> EXERCISE DESCRIPTION: Retype the records below word for word and omit any image.

(Beginning of INFORMATION SUPPLIED)

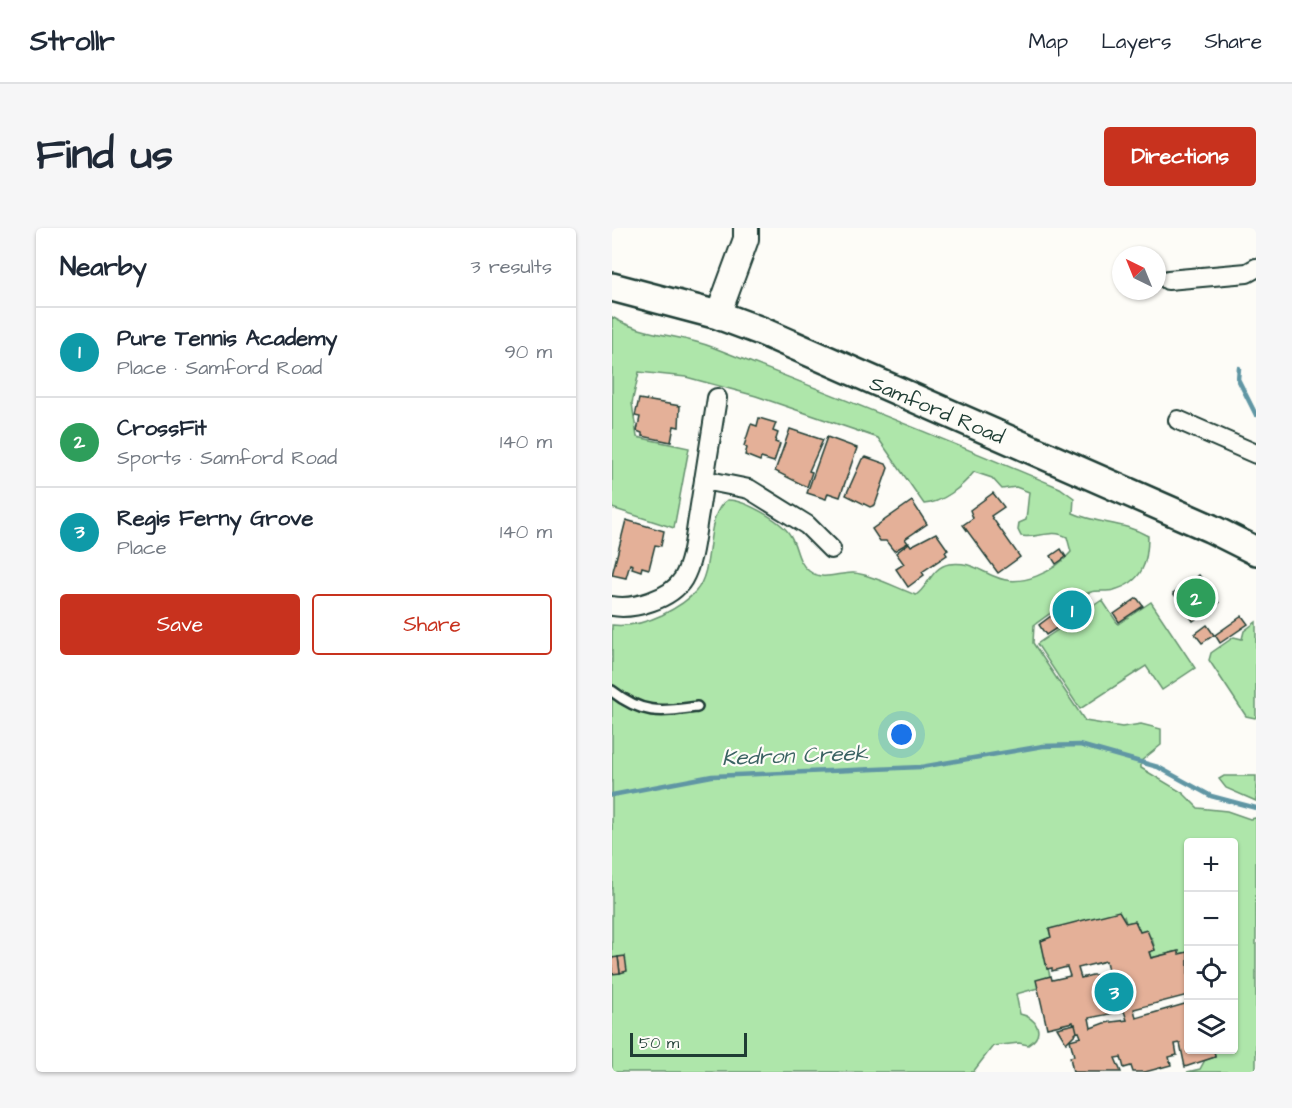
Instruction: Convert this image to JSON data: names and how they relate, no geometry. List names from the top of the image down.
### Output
{
  "streets": {
    "main road": ["Samford Road"]
  },
  "water": ["Kedron Creek"],
  "scale_bar": "50 m",
  "north": "top left",
  "page": {
    "header": "Strollr",
    "nav": ["Map", "Layers", "Share"],
    "title": "Find us",
    "buttons": [
      "Directions",
      ["Save", "Share"]
    ],
    "heading": ["Nearby", "3 results"],
    "list": [
      {
        "mark": "1",
        "name": "Pure Tennis Academy",
        "note": "Place · Samford Road",
        "value": "90 m"
      },
      {
        "mark": "2",
        "name": "CrossFit",
        "note": "Sports · Samford Road",
        "value": "140 m"
      },
      {
        "mark": "3",
        "name": "Regis Ferny Grove",
        "note": "Place",
        "value": "140 m"
      }
    ],
    "pins": ["2", "1", "3"],
    "map_buttons": ["+", "−"],
    "scale": "50 m"
  }
}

(End of INFORMATION SUPPLIED)

> OUTPUT OF THE EXERCISE:
Instruction: Convert this image to JSON data: names and how they relate, no geometry. List names from the top of the image down.
### Output
{
  "streets": {
    "main road": ["Samford Road"]
  },
  "water": ["Kedron Creek"],
  "scale_bar": "50 m",
  "north": "top left",
  "page": {
    "header": "Strollr",
    "nav": ["Map", "Layers", "Share"],
    "title": "Find us",
    "buttons": [
      "Directions",
      ["Save", "Share"]
    ],
    "heading": ["Nearby", "3 results"],
    "list": [
      {
        "mark": "1",
        "name": "Pure Tennis Academy",
        "note": "Place · Samford Road",
        "value": "90 m"
      },
      {
        "mark": "2",
        "name": "CrossFit",
        "note": "Sports · Samford Road",
        "value": "140 m"
      },
      {
        "mark": "3",
        "name": "Regis Ferny Grove",
        "note": "Place",
        "value": "140 m"
      }
    ],
    "pins": ["2", "1", "3"],
    "map_buttons": ["+", "−"],
    "scale": "50 m"
  }
}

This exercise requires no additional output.